Received 30 April 2015; Revised 10 July 2015; Accepted 24 July 2015

Academic Editor: Pierre Sirois

Copyright © 2015 Boris L. Vaisman et al. This is an open access article distributed under the Creative Commons Attribution License, which permits unrestricted use, distribution, and reproduction in any medium, provided the original work is properly cited.

Abstract

The role of scavenger receptor class B, type I (SR-BI) in endothelial cells (EC) was examined in several novel transgenic mouse models expressing SR-BI in endothelium of mice with normal C57Bl6/N, apoE-KO, or Scarb1-KO backgrounds.
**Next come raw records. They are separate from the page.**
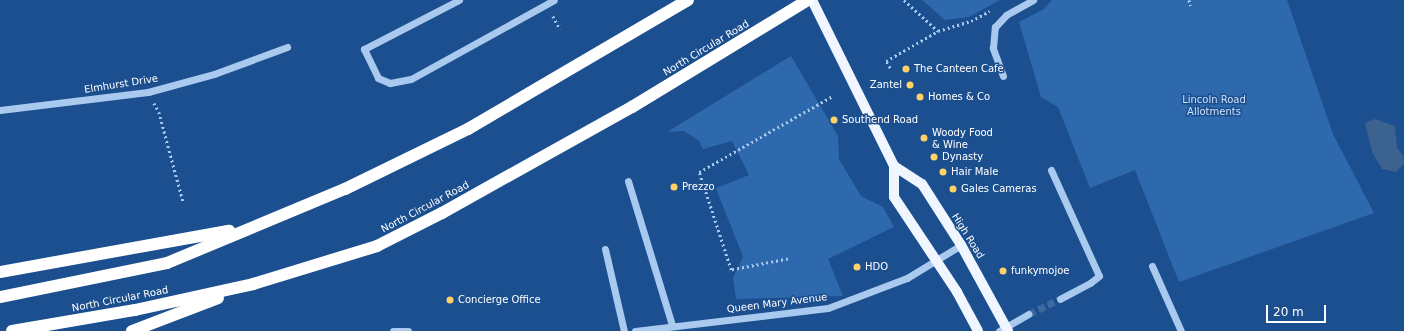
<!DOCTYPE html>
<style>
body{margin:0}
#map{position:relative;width:1404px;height:331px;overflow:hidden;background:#1b4f8f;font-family:"DejaVu Sans",sans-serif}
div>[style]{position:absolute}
.green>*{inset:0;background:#2e69ad}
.water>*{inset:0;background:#3c6290}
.minor-tunnel>*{height:7px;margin-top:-3.5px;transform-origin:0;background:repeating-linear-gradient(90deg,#3d69a0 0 7px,transparent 0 10.5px)}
.path>*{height:2.5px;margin-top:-1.25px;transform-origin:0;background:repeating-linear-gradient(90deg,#a9c9ee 0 2px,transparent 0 5px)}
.minor>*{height:7px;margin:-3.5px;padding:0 3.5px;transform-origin:3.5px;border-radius:3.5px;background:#a9c9ee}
.major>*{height:10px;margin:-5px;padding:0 5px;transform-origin:5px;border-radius:5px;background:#f0f6ff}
.highway>*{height:12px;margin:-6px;padding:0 6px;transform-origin:6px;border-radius:6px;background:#fff}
.dots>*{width:11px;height:11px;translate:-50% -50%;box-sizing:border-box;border:2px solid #1b4f8f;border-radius:50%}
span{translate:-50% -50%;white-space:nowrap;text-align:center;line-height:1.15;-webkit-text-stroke:3px #1b4f8f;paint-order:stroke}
.street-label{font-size:10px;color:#fff}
.poi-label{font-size:10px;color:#fff}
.left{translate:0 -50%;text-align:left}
.right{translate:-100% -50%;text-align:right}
.park-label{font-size:10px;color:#cfe3fa}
.scale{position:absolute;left:1266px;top:305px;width:60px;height:18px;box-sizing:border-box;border:2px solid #fff;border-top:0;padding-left:5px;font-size:12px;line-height:14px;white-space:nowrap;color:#fff;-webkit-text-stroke:3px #1b4f8f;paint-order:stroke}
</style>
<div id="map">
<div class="green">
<i style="clip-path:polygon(922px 0,1000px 0,969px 17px,945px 20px)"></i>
<i style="clip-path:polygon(1052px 0,1287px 0,1333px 134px,1374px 213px,1179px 282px,1135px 170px,1090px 188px,1058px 107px,1041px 97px,1019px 22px,1044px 9px)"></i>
<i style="clip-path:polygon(791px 56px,838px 136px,839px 159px,861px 196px,883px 207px,894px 227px,828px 259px,843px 296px,736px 299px,733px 278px,743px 257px,716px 188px,749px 175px,732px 141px,703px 149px,699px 141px,684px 131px,667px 132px)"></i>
</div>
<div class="water">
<i style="clip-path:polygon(1375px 119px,1395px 126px,1397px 148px,1403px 155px,1404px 164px,1396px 172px,1382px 169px,1372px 152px,1365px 123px)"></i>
</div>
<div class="minor-tunnel">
<i style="left:1029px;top:314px;width:34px;rotate:-26deg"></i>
</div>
<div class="path">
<i style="left:904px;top:0;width:46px;rotate:42.4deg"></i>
<i style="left:1189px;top:0;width:6px;rotate:72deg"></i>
<i style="left:553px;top:16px;width:15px;rotate:62deg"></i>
<i style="left:890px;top:68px;width:8px;rotate:-120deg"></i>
<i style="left:886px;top:61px;width:60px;rotate:-30deg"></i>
<i style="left:938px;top:31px;width:34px;rotate:-17deg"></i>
<i style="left:971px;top:21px;width:21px;rotate:-28deg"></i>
<i style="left:154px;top:103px;width:10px;rotate:61deg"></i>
<i style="left:159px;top:112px;width:92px;rotate:74.9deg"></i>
<i style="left:788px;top:259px;width:58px;rotate:169.1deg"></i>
<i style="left:731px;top:270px;width:103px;rotate:-108.1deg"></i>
<i style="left:699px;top:172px;width:152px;rotate:-29.6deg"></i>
</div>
<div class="minor">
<i style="left:459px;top:0;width:107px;rotate:152.7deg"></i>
<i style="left:364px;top:49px;width:32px;rotate:64deg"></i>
<i style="left:378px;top:78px;width:13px;rotate:23deg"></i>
<i style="left:390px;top:83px;width:21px;rotate:-11deg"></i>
<i style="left:411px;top:79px;width:163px;rotate:-28.9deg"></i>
<i style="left:1003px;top:76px;width:30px;rotate:-110deg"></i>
<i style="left:993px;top:48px;width:21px;rotate:-85deg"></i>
<i style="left:995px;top:27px;width:16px;rotate:-47deg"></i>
<i style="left:1006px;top:15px;width:31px;rotate:-29deg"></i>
<i style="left:0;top:110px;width:149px;rotate:-6.9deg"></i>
<i style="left:148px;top:92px;width:68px;rotate:-15.3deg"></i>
<i style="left:214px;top:74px;width:78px;rotate:-20.3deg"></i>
<i style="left:1051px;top:170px;width:116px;rotate:65.6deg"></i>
<i style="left:1099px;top:276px;width:11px;rotate:142deg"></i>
<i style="left:1090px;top:283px;width:34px;rotate:152deg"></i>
<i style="left:628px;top:181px;width:151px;rotate:73deg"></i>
<i style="left:605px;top:249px;width:84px;rotate:77deg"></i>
<i style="left:1152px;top:266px;width:71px;rotate:66deg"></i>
<i style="left:393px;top:331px;width:15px"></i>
<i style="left:635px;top:331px;width:194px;rotate:-6.8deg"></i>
<i style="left:828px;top:308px;width:85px;rotate:-20.8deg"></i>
<i style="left:907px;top:278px;width:63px;rotate:-31.4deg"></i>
<i style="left:999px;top:331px;width:34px;rotate:-30deg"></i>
</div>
<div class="major">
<i style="left:812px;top:0;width:185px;rotate:63.7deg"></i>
<i style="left:894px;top:166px;width:31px;rotate:90deg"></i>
<i style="left:894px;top:197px;width:114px;rotate:56.4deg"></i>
<i style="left:957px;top:292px;width:44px;rotate:61.7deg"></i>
<i style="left:894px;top:166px;width:33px;rotate:33deg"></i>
<i style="left:922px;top:184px;width:72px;rotate:57.4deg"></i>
<i style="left:961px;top:245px;width:98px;rotate:61.3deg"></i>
</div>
<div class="highway">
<i style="left:0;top:272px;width:233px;rotate:-10.2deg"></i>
<i style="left:0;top:297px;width:170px;rotate:-11.5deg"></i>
<i style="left:167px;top:263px;width:193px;rotate:-22.6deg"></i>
<i style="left:345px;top:189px;width:137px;rotate:-26deg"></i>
<i style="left:468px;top:129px;width:255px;rotate:-30.4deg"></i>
<i style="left:12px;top:331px;width:125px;rotate:-9.7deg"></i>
<i style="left:135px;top:310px;width:121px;rotate:-12.4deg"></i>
<i style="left:253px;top:284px;width:130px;rotate:-17deg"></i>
<i style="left:377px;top:246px;width:73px;rotate:-26.9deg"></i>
<i style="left:442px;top:213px;width:218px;rotate:-29.2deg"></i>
<i style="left:632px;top:107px;width:206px;rotate:-31.3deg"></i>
<i style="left:132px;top:331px;width:92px;rotate:-21deg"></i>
</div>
<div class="dots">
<i style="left:906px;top:69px;background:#ffd166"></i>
<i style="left:910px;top:85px;background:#ffd166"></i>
<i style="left:920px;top:97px;background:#ffd166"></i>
<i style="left:834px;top:120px;background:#ffd166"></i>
<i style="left:924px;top:138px;background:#ffd166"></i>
<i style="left:934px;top:157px;background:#ffd166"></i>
<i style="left:943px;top:172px;background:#ffd166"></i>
<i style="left:674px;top:187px;background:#ffd166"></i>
<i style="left:953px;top:189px;background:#ffd166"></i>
<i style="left:857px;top:267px;background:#ffd166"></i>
<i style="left:1003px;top:271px;background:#ffd166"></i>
<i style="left:450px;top:300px;background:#ffd166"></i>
</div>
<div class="street-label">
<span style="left:706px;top:48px;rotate:-31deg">North Circular Road</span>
<span style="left:121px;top:84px;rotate:-9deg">Elmhurst Drive</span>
<span style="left:425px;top:207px;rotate:-28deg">North Circular Road</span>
<span style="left:968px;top:236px;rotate:58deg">High Road</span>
<span style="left:120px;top:299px;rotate:-11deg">North Circular Road</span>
<span style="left:777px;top:303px;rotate:-7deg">Queen Mary Avenue</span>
</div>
<div class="poi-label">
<span class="left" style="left:914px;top:69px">The Canteen Cafe</span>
<span class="right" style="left:902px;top:85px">Zantel</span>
<span class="left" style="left:928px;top:97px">Homes &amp; Co</span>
<span class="left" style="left:842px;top:120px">Southend Road</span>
<span class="left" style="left:932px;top:138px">Woody Food<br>&amp; Wine</span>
<span class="left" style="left:942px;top:157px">Dynasty</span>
<span class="left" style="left:951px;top:172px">Hair Male</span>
<span class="left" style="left:682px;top:187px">Prezzo</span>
<span class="left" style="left:961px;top:189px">Gales Cameras</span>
<span class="left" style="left:865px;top:267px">HDO</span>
<span class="left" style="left:1011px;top:271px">funkymojoe</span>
<span class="left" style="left:458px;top:300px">Concierge Office</span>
</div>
<div class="park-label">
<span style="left:1214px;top:105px">Lincoln Road<br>Allotments</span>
</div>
<div class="scale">20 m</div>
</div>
Mice were also created expressing SR-BI exclusively in endothelium and liver. Endothelial expression of the Tie2-Scarb1 transgene had no significant effect on plasma lipoprotein levels in mice on a normal chow diet but on an atherogenic diet, significantly decreased plasma cholesterol levels, increased plasma HDL cholesterol (HDL-C) levels, and protected mice against atherosclerosis. In 8-month-old apoE-KO mice fed a normal chow diet, the Tie2-Scarb1 transgene decreased aortic lesions by 24%. Mice expressing SR-BI only in EC and liver had a 1.5 ± 0.1-fold increase in plasma cholesterol compared to mice synthesizing SR-BI only in liver. This elevation was due mostly to increased HDL-C. In EC culture studies, SR-BI was found to be present in both basolateral and apical membranes but greater cellular uptake of cholesterol from HDL was found in the basolateral compartment. In summary, enhanced expression of SR-BI in EC resulted in a less atherogenic lipoprotein profile and decreased atherosclerosis, suggesting a possible role for endothelial SR-BI in the flux of cholesterol across EC.